PROBLEM STATEMENT
Every entry is to be returned as it stands, apart from the pictures.

Extracted data entries
* * * *
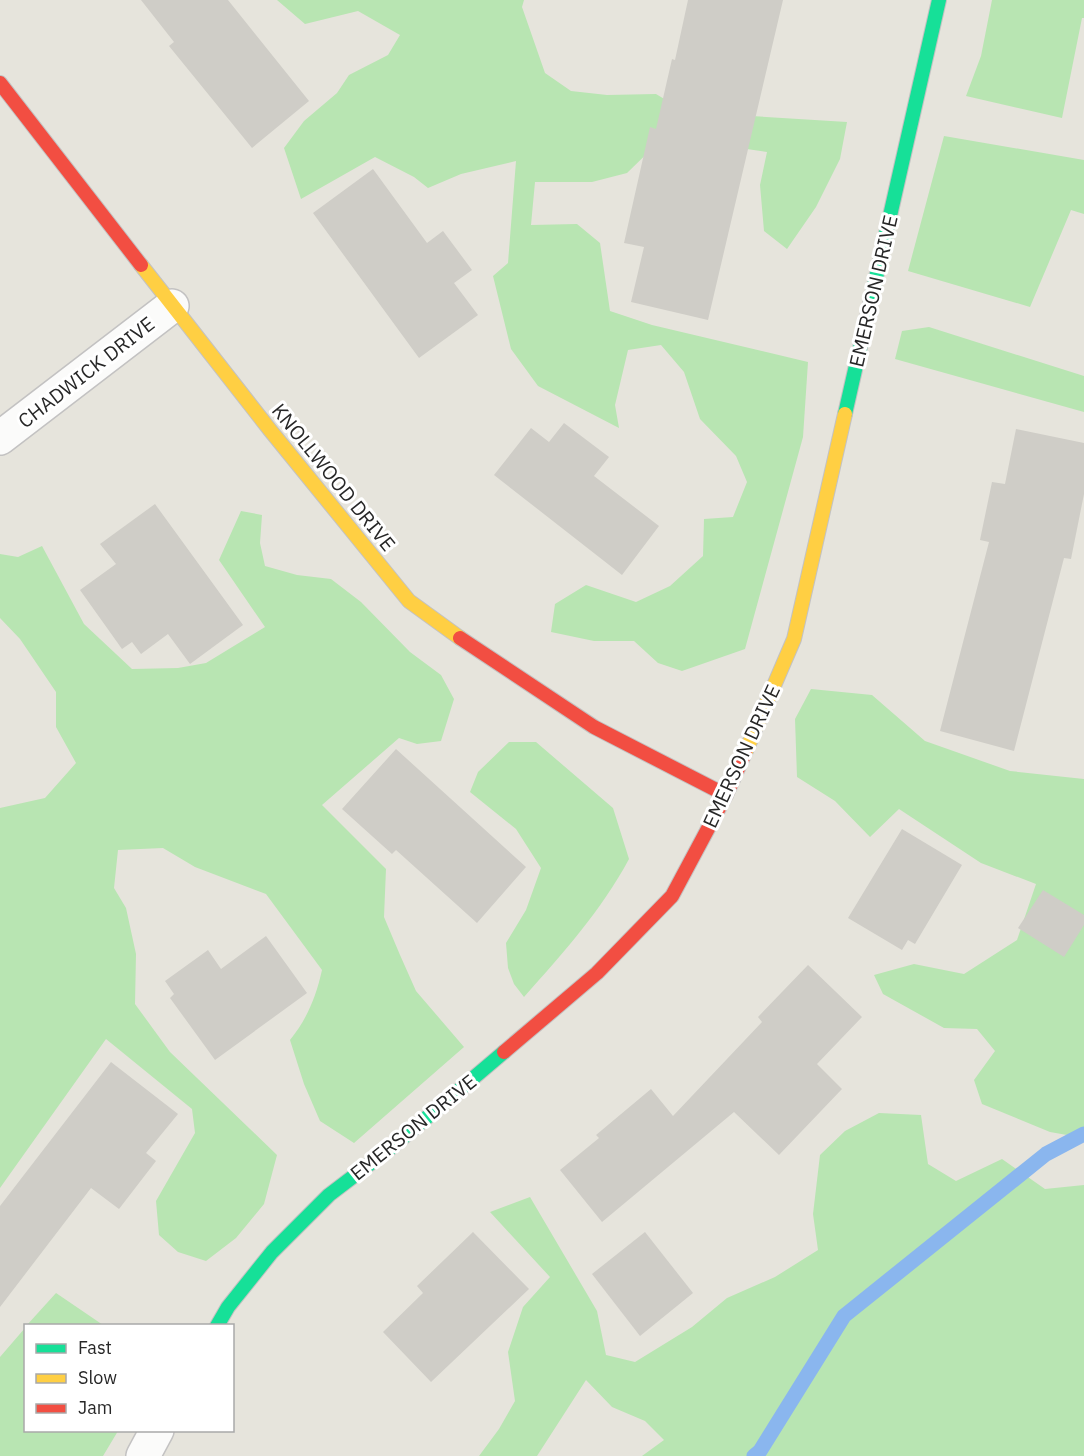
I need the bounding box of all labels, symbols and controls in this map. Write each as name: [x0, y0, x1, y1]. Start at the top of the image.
street label: EMERSON DRIVE: [842, 212, 904, 370]
street label: CHADWICK DRIVE: [12, 310, 160, 434]
street label: KNOLLWOOD DRIVE: [266, 397, 402, 557]
street label: EMERSON DRIVE: [696, 680, 786, 832]
street label: EMERSON DRIVE: [344, 1068, 482, 1186]
legend: [24, 1324, 234, 1432]
text: Fast: [78, 1336, 112, 1359]
text: Slow: [78, 1366, 117, 1389]
text: Jam: [78, 1396, 113, 1419]

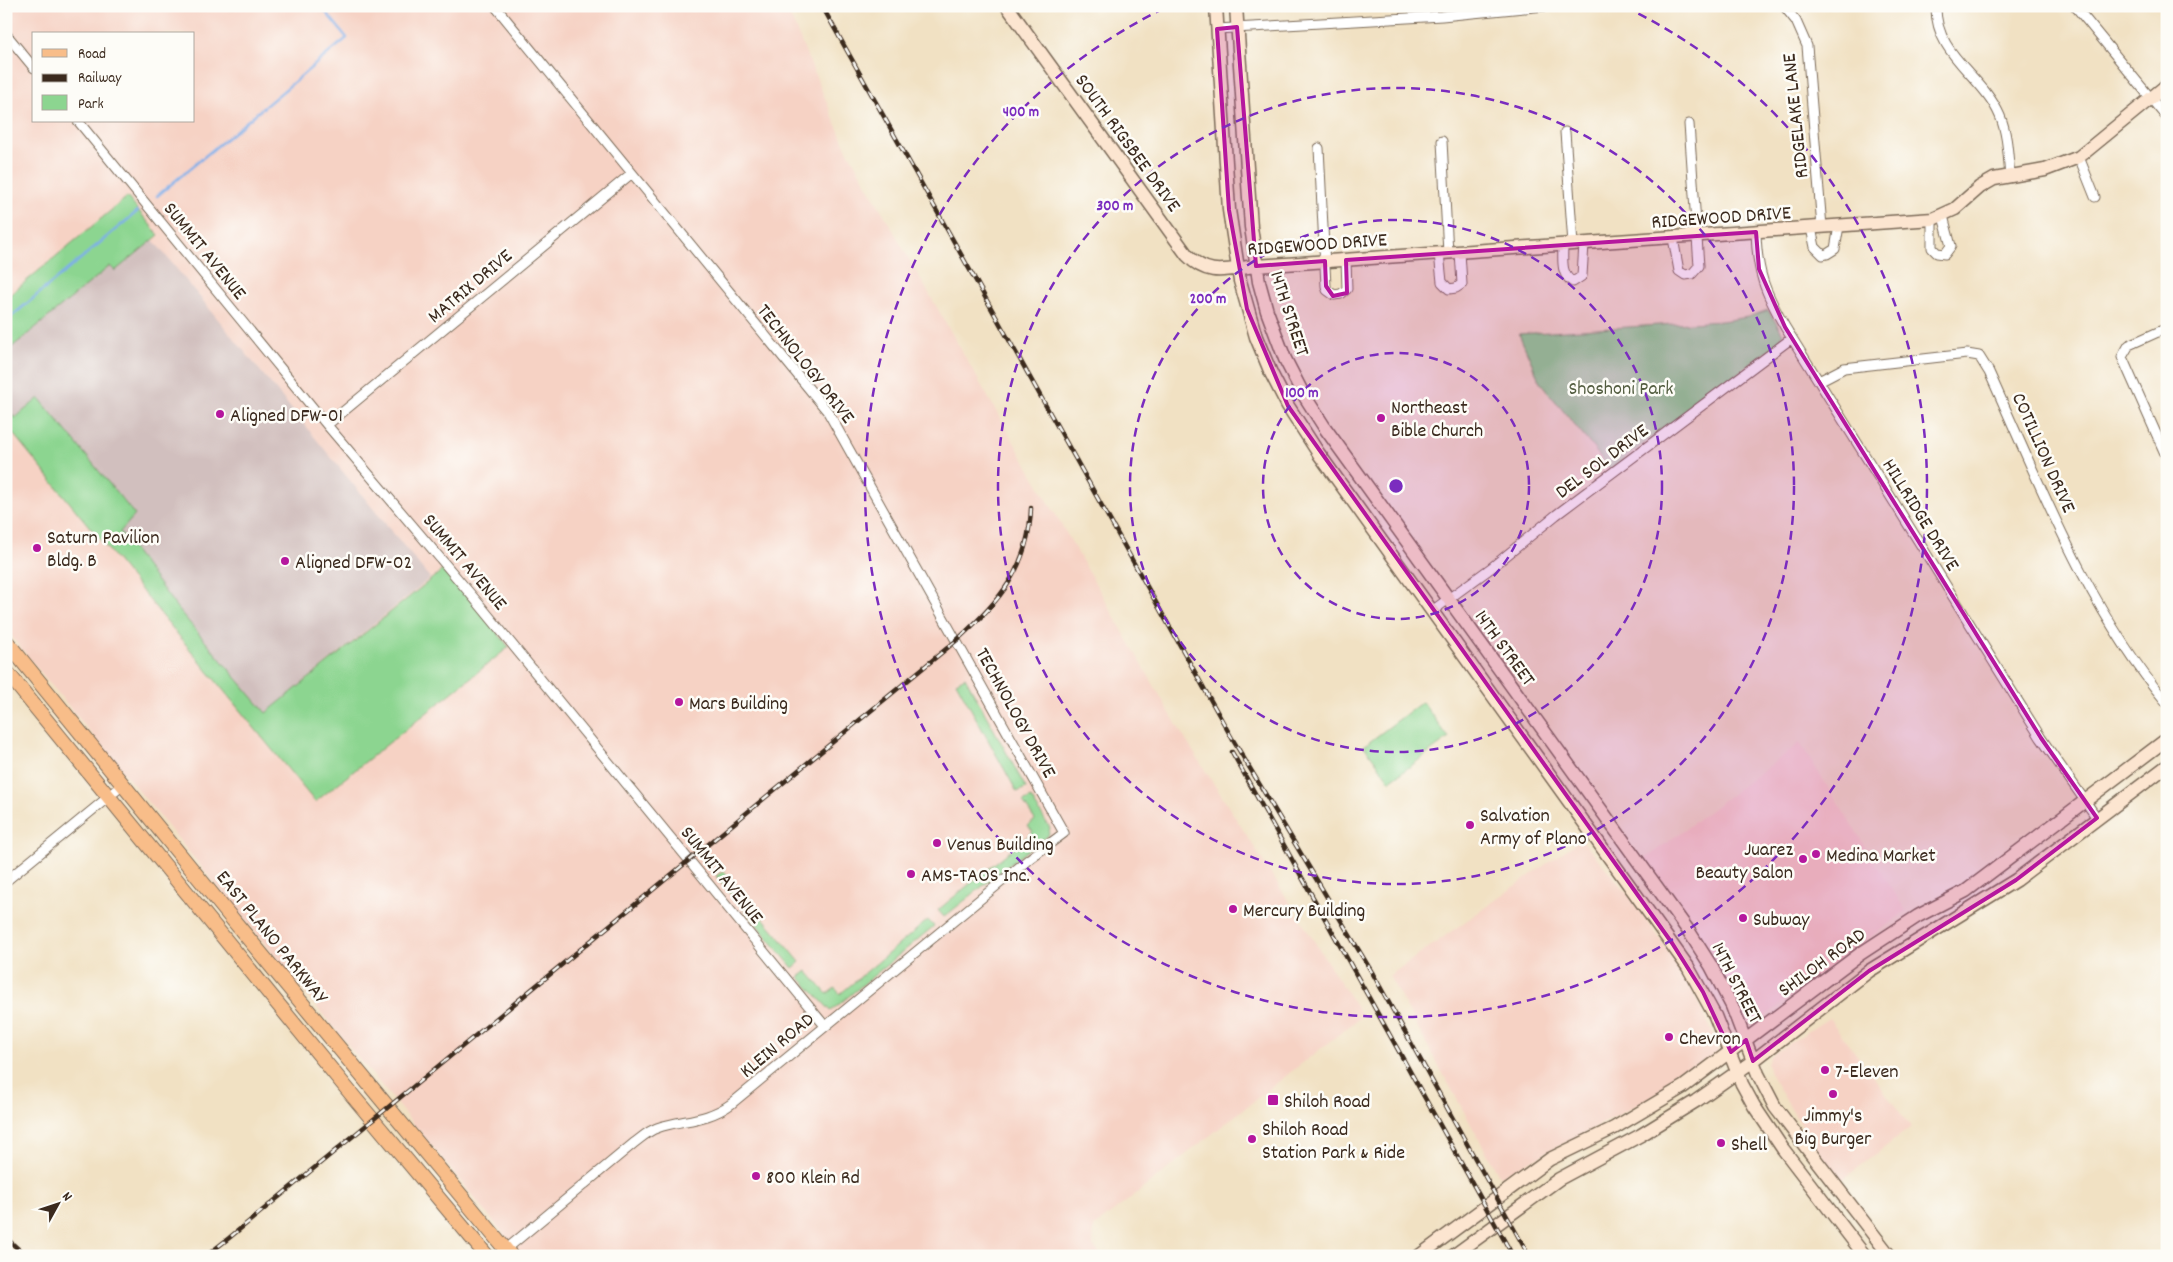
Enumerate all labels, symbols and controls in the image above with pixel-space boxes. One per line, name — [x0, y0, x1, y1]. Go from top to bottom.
legend — [32, 32, 195, 122]
text: Road — [78, 44, 106, 66]
street label: RIDGELAKE LANE — [1777, 52, 1817, 180]
text: Railway — [78, 68, 122, 90]
street label: SOUTH RIGSBEE DRIVE — [1067, 69, 1186, 219]
text: Park — [78, 94, 104, 116]
text: 400 m — [1003, 102, 1039, 124]
text: 300 m — [1097, 196, 1133, 218]
street label: SUMMIT AVENUE — [155, 197, 252, 307]
street label: RIDGEWOOD DRIVE — [1651, 200, 1792, 238]
street label: RIDGEWOOD DRIVE — [1247, 227, 1388, 265]
street label: MATRIX DRIVE — [422, 243, 519, 331]
street label: 14TH STREET — [1261, 268, 1315, 360]
text: 200 m — [1190, 289, 1226, 311]
street label: TECHNOLOGY DRIVE — [749, 299, 860, 431]
park label: Shoshoni Park — [1569, 376, 1673, 404]
text: 100 m — [1285, 383, 1319, 405]
street label: COTILLION DRIVE — [2003, 389, 2081, 518]
place label: Northeast Bible Church — [1391, 395, 1483, 446]
place label: Aligned DFW-01 — [230, 403, 343, 431]
marker: Aligned DFW-01 — [214, 408, 226, 420]
marker: Northeast Bible Church — [1375, 412, 1387, 424]
street label: DEL SOL DRIVE — [1550, 418, 1655, 507]
street label: HILLRIDGE DRIVE — [1874, 454, 1965, 577]
centre of rings — [1387, 477, 1405, 495]
street label: SUMMIT AVENUE — [415, 508, 513, 617]
place label: Saturn Pavilion Bldg. B — [47, 525, 159, 576]
marker: Saturn Pavilion Bldg. B — [31, 542, 43, 554]
place label: Aligned DFW-02 — [295, 550, 412, 578]
marker: Aligned DFW-02 — [279, 555, 291, 567]
street label: 14TH STREET — [1466, 605, 1541, 693]
street label: TECHNOLOGY DRIVE — [967, 643, 1062, 784]
place label: Mars Building — [689, 691, 788, 719]
marker: Mars Building — [673, 696, 685, 708]
place label: Salvation Army of Plano — [1480, 803, 1587, 854]
marker: Salvation Army of Plano — [1464, 819, 1476, 831]
street label: SUMMIT AVENUE — [672, 821, 769, 931]
place label: Venus Building — [947, 832, 1054, 860]
marker: Venus Building — [931, 837, 943, 849]
place label: Juarez Beauty Salon — [1696, 837, 1793, 888]
place label: Medina Market — [1826, 843, 1936, 871]
marker: Medina Market — [1810, 848, 1822, 860]
marker: Juarez Beauty Salon — [1797, 853, 1809, 865]
place label: AMS-TAOS Inc. — [921, 863, 1030, 891]
street label: EAST PLANO PARKWAY — [208, 865, 334, 1011]
marker: AMS-TAOS Inc. — [905, 868, 917, 880]
place label: Mercury Building — [1243, 898, 1365, 926]
marker: Mercury Building — [1227, 903, 1239, 915]
place label: Subway — [1753, 907, 1810, 935]
marker: Subway — [1737, 912, 1749, 924]
street label: SHILOH ROAD — [1773, 922, 1872, 1005]
street label: 14TH STREET — [1703, 938, 1768, 1029]
street label: KLEIN ROAD — [735, 1007, 821, 1086]
place label: Chevron — [1679, 1026, 1741, 1054]
marker: Chevron — [1663, 1031, 1675, 1043]
place label: 7-Eleven — [1835, 1059, 1899, 1087]
marker: 7-Eleven — [1819, 1064, 1831, 1076]
marker: Jimmy's Big Burger — [1827, 1088, 1839, 1100]
place label: Shiloh Road — [1284, 1089, 1370, 1117]
marker: Shiloh Road — [1266, 1093, 1280, 1107]
place label: Jimmy's Big Burger — [1795, 1103, 1872, 1154]
place label: Shiloh Road Station Park & Ride — [1262, 1117, 1405, 1168]
place label: Shell — [1731, 1132, 1768, 1160]
marker: Shiloh Road Station Park & Ride — [1246, 1133, 1258, 1145]
marker: Shell — [1715, 1137, 1727, 1149]
place label: 800 Klein Rd — [766, 1165, 860, 1193]
marker: 800 Klein Rd — [750, 1170, 762, 1182]
north arrow — [32, 1180, 82, 1230]
text: N — [57, 1188, 76, 1206]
* * * *
SOLUTION FOR THIS TASK
I need the bounding box of all labels, symbols and controls in this map. Write each as name: [x0, y0, x1, y1]. Start at the top of the image.
street label: EMERSON DRIVE: [842, 212, 904, 370]
street label: CHADWICK DRIVE: [12, 310, 160, 434]
street label: KNOLLWOOD DRIVE: [266, 397, 402, 557]
street label: EMERSON DRIVE: [696, 680, 786, 832]
street label: EMERSON DRIVE: [344, 1068, 482, 1186]
legend: [24, 1324, 234, 1432]
text: Fast: [78, 1336, 112, 1359]
text: Slow: [78, 1366, 117, 1389]
text: Jam: [78, 1396, 113, 1419]

Enumerate all labels, symbols and controls in the image above with pixel-space boxes. One per line, name — [x0, y0, x1, y1]. Go from top to bottom.
legend — [32, 32, 195, 122]
text: Road — [78, 44, 106, 66]
street label: RIDGELAKE LANE — [1777, 52, 1817, 180]
text: Railway — [78, 68, 122, 90]
street label: SOUTH RIGSBEE DRIVE — [1067, 69, 1186, 219]
text: Park — [78, 94, 104, 116]
text: 400 m — [1003, 102, 1039, 124]
text: 300 m — [1097, 196, 1133, 218]
street label: SUMMIT AVENUE — [155, 197, 252, 307]
street label: RIDGEWOOD DRIVE — [1651, 200, 1792, 238]
street label: RIDGEWOOD DRIVE — [1247, 227, 1388, 265]
street label: MATRIX DRIVE — [422, 243, 519, 331]
street label: 14TH STREET — [1261, 268, 1315, 360]
text: 200 m — [1190, 289, 1226, 311]
street label: TECHNOLOGY DRIVE — [749, 299, 860, 431]
park label: Shoshoni Park — [1569, 376, 1673, 404]
text: 100 m — [1285, 383, 1319, 405]
street label: COTILLION DRIVE — [2003, 389, 2081, 518]
place label: Northeast Bible Church — [1391, 395, 1483, 446]
place label: Aligned DFW-01 — [230, 403, 343, 431]
marker: Aligned DFW-01 — [214, 408, 226, 420]
marker: Northeast Bible Church — [1375, 412, 1387, 424]
street label: DEL SOL DRIVE — [1550, 418, 1655, 507]
street label: HILLRIDGE DRIVE — [1874, 454, 1965, 577]
centre of rings — [1387, 477, 1405, 495]
street label: SUMMIT AVENUE — [415, 508, 513, 617]
place label: Saturn Pavilion Bldg. B — [47, 525, 159, 576]
marker: Saturn Pavilion Bldg. B — [31, 542, 43, 554]
place label: Aligned DFW-02 — [295, 550, 412, 578]
marker: Aligned DFW-02 — [279, 555, 291, 567]
street label: 14TH STREET — [1466, 605, 1541, 693]
street label: TECHNOLOGY DRIVE — [967, 643, 1062, 784]
place label: Mars Building — [689, 691, 788, 719]
marker: Mars Building — [673, 696, 685, 708]
place label: Salvation Army of Plano — [1480, 803, 1587, 854]
marker: Salvation Army of Plano — [1464, 819, 1476, 831]
street label: SUMMIT AVENUE — [672, 821, 769, 931]
place label: Venus Building — [947, 832, 1054, 860]
marker: Venus Building — [931, 837, 943, 849]
place label: Juarez Beauty Salon — [1696, 837, 1793, 888]
place label: Medina Market — [1826, 843, 1936, 871]
marker: Medina Market — [1810, 848, 1822, 860]
marker: Juarez Beauty Salon — [1797, 853, 1809, 865]
place label: AMS-TAOS Inc. — [921, 863, 1030, 891]
street label: EAST PLANO PARKWAY — [208, 865, 334, 1011]
marker: AMS-TAOS Inc. — [905, 868, 917, 880]
place label: Mercury Building — [1243, 898, 1365, 926]
marker: Mercury Building — [1227, 903, 1239, 915]
place label: Subway — [1753, 907, 1810, 935]
marker: Subway — [1737, 912, 1749, 924]
street label: SHILOH ROAD — [1773, 922, 1872, 1005]
street label: 14TH STREET — [1703, 938, 1768, 1029]
street label: KLEIN ROAD — [735, 1007, 821, 1086]
place label: Chevron — [1679, 1026, 1741, 1054]
marker: Chevron — [1663, 1031, 1675, 1043]
place label: 7-Eleven — [1835, 1059, 1899, 1087]
marker: 7-Eleven — [1819, 1064, 1831, 1076]
marker: Jimmy's Big Burger — [1827, 1088, 1839, 1100]
place label: Shiloh Road — [1284, 1089, 1370, 1117]
marker: Shiloh Road — [1266, 1093, 1280, 1107]
place label: Jimmy's Big Burger — [1795, 1103, 1872, 1154]
place label: Shiloh Road Station Park & Ride — [1262, 1117, 1405, 1168]
place label: Shell — [1731, 1132, 1768, 1160]
marker: Shiloh Road Station Park & Ride — [1246, 1133, 1258, 1145]
marker: Shell — [1715, 1137, 1727, 1149]
place label: 800 Klein Rd — [766, 1165, 860, 1193]
marker: 800 Klein Rd — [750, 1170, 762, 1182]
north arrow — [32, 1180, 82, 1230]
text: N — [57, 1188, 76, 1206]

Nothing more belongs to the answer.